4. Break down big projects into sections.

5. Schedule short breaks when each section is completed.

6. Plan eating breaks intelligently to keep my energy up.

7. Use white noise, music, or isolation to block out interruptions.

This works whether the task is cooking a meal, getting prepared for an important business meeting, or even finishing a big art project.

Is this overkill? Not at all.

For example, all my life I have found telephones to be a bane of productivity. Other people’s agendas are annoyingly disruptive to my own, and even casual visiting with a neighbor can quickly become an enemy to getting anything done.

Whether or not a phone call is important, if the topic is something completely different from what I should be focused on that day, then it has no place in my schedule.

Pick another day for a long phone call, today is for art.
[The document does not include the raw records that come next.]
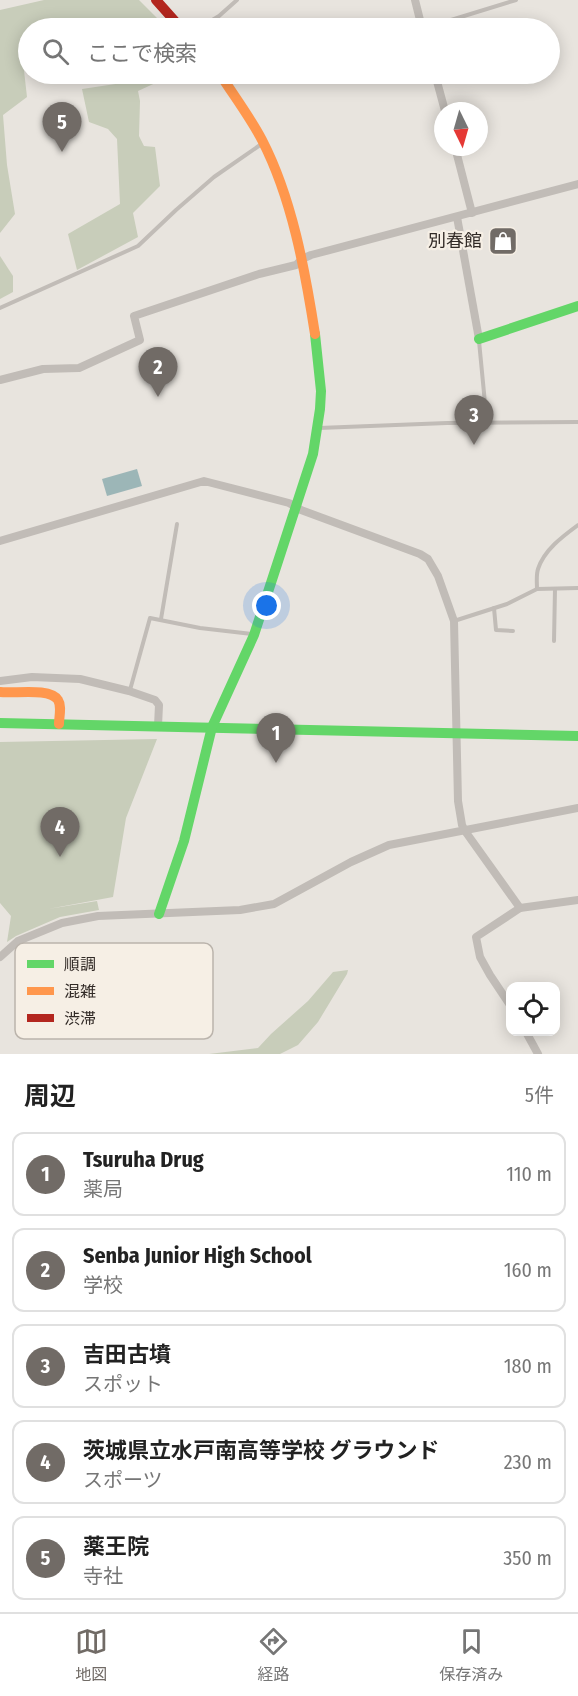 <!DOCTYPE html>
<html lang="ja">
<meta charset="utf-8">
<style>
body{margin:0;font-family:"Fira Sans Condensed","Noto Sans JP",sans-serif;background:#f2f2f2;color:#222}
.controls{position:absolute;right:18px;bottom:18px;display:grid;overflow:hidden;border-radius:12px;box-shadow:0 3px 15px #0003}
.controls button{width:54px;height:54px;display:grid;place-items:center;padding:0;border:0;border-bottom:2px solid #e0e0e0;background:#fff;color:#222;font:30px sans-serif}
.compass{position:absolute;left:434px;top:102px;width:54px;height:54px;border-radius:50%;background:#fff;box-shadow:0 3px 15px #0003;rotate:175deg}
.you{position:absolute;left:267px;top:606px;width:21px;height:21px;margin:-15px;border:4px solid #fff;border-radius:50%;background:#1a73e8;box-shadow:0 0 0 9px #1a73e833}
.badge{display:grid;place-items:center;width:39px;height:39px;border-radius:50%;background:#716b66;color:#fff;font-size:20px;font-weight:700}
.pin{position:absolute;translate:-50% -50px;filter:drop-shadow(0 2px 3px #0008)}
.pin::after{content:'';position:absolute;top:32px;width:21px;height:18px;background:inherit;clip-path:polygon(0 0,100% 0,50% 100%)}
.list{margin:0;padding:0;list-style:none}
h2{display:flex;justify-content:space-between;align-items:center;height:78px;margin:0;padding:0 24px;font-size:26px}
h2 small{font-size:20px;font-weight:400;color:#767676}
.list li{display:grid;grid-template-columns:39px 1fr auto;gap:18px;align-items:center;box-sizing:border-box;height:84px;margin:0 12px 12px;padding:0 12px;border:2px solid #e0e0e0;border-radius:12px}
.list b{display:block;font-size:22px;white-space:nowrap}
.list p{margin:0;font-size:20px;white-space:nowrap;color:#767676}
.list em{font-size:20px;font-style:normal;color:#767676}
.icon{flex:none;width:33px;height:33px;fill:none;stroke:currentColor;stroke-width:2;stroke-linecap:round;stroke-linejoin:round}
.map{position:relative;flex:none;width:578px;height:1054px;overflow:hidden}
.search{position:absolute;background:#fff;box-shadow:0 3px 15px #0003;left:18px;right:18px;top:18px;height:66px;display:flex;align-items:center;gap:15px;box-sizing:border-box;padding:0 21px;border-radius:33px;color:#767676;font-size:22px}
.sheet{height:558px;background:#fff}
nav{display:flex;justify-content:space-around;align-items:center;box-sizing:border-box;height:84px;border-top:2px solid #e0e0e0;background:#fff;font-size:16px;color:#767676}
nav a{display:grid;justify-items:center;gap:3px}
nav .on{color:#716b66}
.map>svg:first-child{display:block}
</style>
<div class="map">
<svg width="578" height="1054" viewBox="0 0 578 1054">
<rect width="100%" height="100%" fill="#e8e4de"/>
<g fill="#c8cdba">
<polygon points="44,0 139,0 167,28 28,28 28,43 21,44 27,97 3,115 7,165 15,214 0,233 0,10"/>
<polygon points="142,74 175,74 138,91 140,101 139,136 144,146 155,147 160,186 133,213 138,237 77,270 68,234 120,204 117,139 108,129 89,122 82,89 142,80"/>
<polygon points="0,256 13,276 13,292 0,299"/>
<polygon points="157,739 126,818 113,897 48,909 97,901 99,910 60,917 16,936 7,942 11,916 0,903 0,742"/>
<polygon points="348,970 347,974 318,1022 298,1045 280,1054 209,1054 258,1048 271,1034 308,1001 333,972"/>
</g>
<polygon fill="#9cb6b7" points="137,469 142,486 107,496 102,479"/>
<g fill="none" stroke-linecap="round" stroke-linejoin="round">
<g stroke="#c1bcb7" stroke-width="4">
<polyline points="199,28 219,16 237,0"/>
<polyline points="425,28 516,0"/>
<polyline points="0,308 138,246 176,210 214,177 263,143"/>
<polyline points="479,341 487,424"/>
<polyline points="319,428 447,423 578,422"/>
<path d="M537 589C537 583 536 575 538 569 544 550 563 536 578 525"/>
<polyline points="494,608 496,630 513,631"/>
<polyline points="161,619 177,524"/>
<polyline points="454,621 507,604 537,589 578,588"/>
<polyline points="554,641 555,589"/>
<polyline points="130,690 150,618 200,628 252,634"/>
</g>
<g stroke="#c1bcb7" stroke-width="8">
<polyline points="415,0 422,28"/>
<polyline points="435,74 445,111"/>
<polyline points="455,147 472,213"/>
<polyline points="457,217 479,339"/>
<polyline points="0,380 43,369 79,368 140,340 134,316 259,274 296,265 302,259 311,255 578,184"/>
<polyline points="0,541 204,481 289,503 301,510 420,554 428,559 438,576 454,621 458,801 462,825 465,831 520,908"/>
<polyline points="0,681 32,677 80,679 129,691 155,700 159,705 158,726"/>
<polyline points="0,957 18,941 62,923 98,916 240,910 274,904 351,862 389,845 578,808"/>
<polyline points="510,1005 490,975 480,957 476,937 520,908 578,900"/>
<polyline points="526,1032 538,1054"/>
</g>
<g stroke="#63d668" stroke-width="10">
<polyline points="479,339 578,306"/>
<polyline points="0,723 578,736"/>
<polyline points="159,914 184,841 212,727 254,635 313,454 320,409 321,391 315,334"/>
</g>
<g stroke="#ff974d" stroke-width="10">
<path d="M220 74C234 96 250 117 262 140 292 198 305 270 315 334"/>
<path d="M0 692C13 694 50 687 58 700 62 706 59 717 59 724"/>
</g>
<polyline stroke="#b3261e" stroke-width="10" points="156,0 181,28"/>
</g>
<defs>
<g id="shop-square" transform="scale(1.5)"><rect x="-9" y="-9" width="18" height="18" rx="4" fill="#716b66" stroke="#f6efe5"/><path d="M-5-2.5h2.3a2.7 3.5 0 0 1 5.4 0H5L5.5 6h-11ZM-1.5-2.5h3a1.5 2.3 0 0 0-3 0Z" fill="#fff"/></g>
</defs>
<g fill-rule="evenodd">
<use href="#shop-square" x="503" y="241"/>
</g>
<g text-anchor="middle" stroke-width="4.5" stroke-linejoin="round" paint-order="stroke">
<g font-size="18" fill="#312a26" stroke="#f6efe5" text-anchor="end">
<text x="482" y="247">別春館</text>
</g>
</g>
<rect x="15" y="943" width="198" height="96" rx="9" fill="#f6efe5" stroke="#bbb4ac" stroke-width="1.5"/>
<rect x="27" y="960" width="27" height="8" fill="#63d668"/>
<rect x="27" y="987" width="27" height="8" fill="#ff974d"/>
<rect x="27" y="1014" width="27" height="8" fill="#b3261e"/>
<g font-size="16" fill="#312a26">
<text x="64" y="970">順調</text>
<text x="64" y="997">混雑</text>
<text x="64" y="1024">渋滞</text>
</g>
</svg>
<div class="controls">
<button><svg class="icon" aria-label="locate" viewBox="0 0 24 24"><circle cx="12" cy="12" r="6"/><path d="M12 2v4M12 18v4M2 12h4M18 12h4"/></svg></button>
</div>
<svg class="compass" viewBox="-18 -18 36 36"><path d="M0-13l5 13h-10z" fill="#e53935"/><path d="M0 13l5-13h-10z" fill="#767676"/></svg>
<div class="you"></div>
<div class="pin badge" style="left:276px;top:763px">1</div>
<div class="pin badge" style="left:158px;top:397px">2</div>
<div class="pin badge" style="left:474px;top:445px">3</div>
<div class="pin badge" style="left:60px;top:857px">4</div>
<div class="pin badge" style="left:62px;top:152px">5</div>
<div class="search"><svg class="icon" aria-label="search" viewBox="0 0 24 24"><circle cx="10" cy="10" r="6"/><path d="M15 15l6 6"/></svg>ここで検索</div>
</div>
<section class="sheet">
<h2>周辺<small>5件</small></h2>
<ul class="list">
<li><span class="badge">1</span><div><b>Tsuruha Drug</b><p>薬局</p></div><em>110 m</em></li>
<li><span class="badge">2</span><div><b>Senba Junior High School</b><p>学校</p></div><em>160 m</em></li>
<li><span class="badge">3</span><div><b>吉田古墳</b><p>スポット</p></div><em>180 m</em></li>
<li><span class="badge">4</span><div><b>茨城県立水戸南高等学校 グラウンド</b><p>スポーツ</p></div><em>230 m</em></li>
<li><span class="badge">5</span><div><b>薬王院</b><p>寺社</p></div><em>350 m</em></li>
</ul>
</section>
<nav>
<a class="on"><svg class="icon" aria-label="map" viewBox="0 0 24 24"><path d="M3 6l6-2 6 2 6-2v14l-6 2-6-2-6 2zM9 4v14M15 6v14"/></svg>地図</a>
<a><svg class="icon" aria-label="directions" viewBox="0 0 24 24"><path d="M12 3l9 9-9 9-9-9zM9 14v-3h6M13 9l2 2-2 2"/></svg>経路</a>
<a><svg class="icon" aria-label="saved" viewBox="0 0 24 24"><path d="M7 4h10v16l-5-4-5 4z"/></svg>保存済み</a>
</nav>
Don’t mix the two.

An unexpected visit from a friend or neighbor is often the worst kind of problem. Either I offend the nice person by saying to call again another day, or I exchange a pleasant conversation, and kiss my focus goodbye.

Sometimes I can negotiate my way out of the chat quickly enough not to be distracted. But my nature is to pay serious attention to whatever I am doing, and so it is difficult for me to move past the distraction.

These sorts of normal interruptions don’t bother everyone, but they are more than a bother to me, as well as a huge expenditure of energy and time. And that’s why I have those 7 steps. Trust me, they work!

Once I put in a productive day, I can sleep well at night. . . and it all works together to make this artist a bright girl for the projects of tomorrow.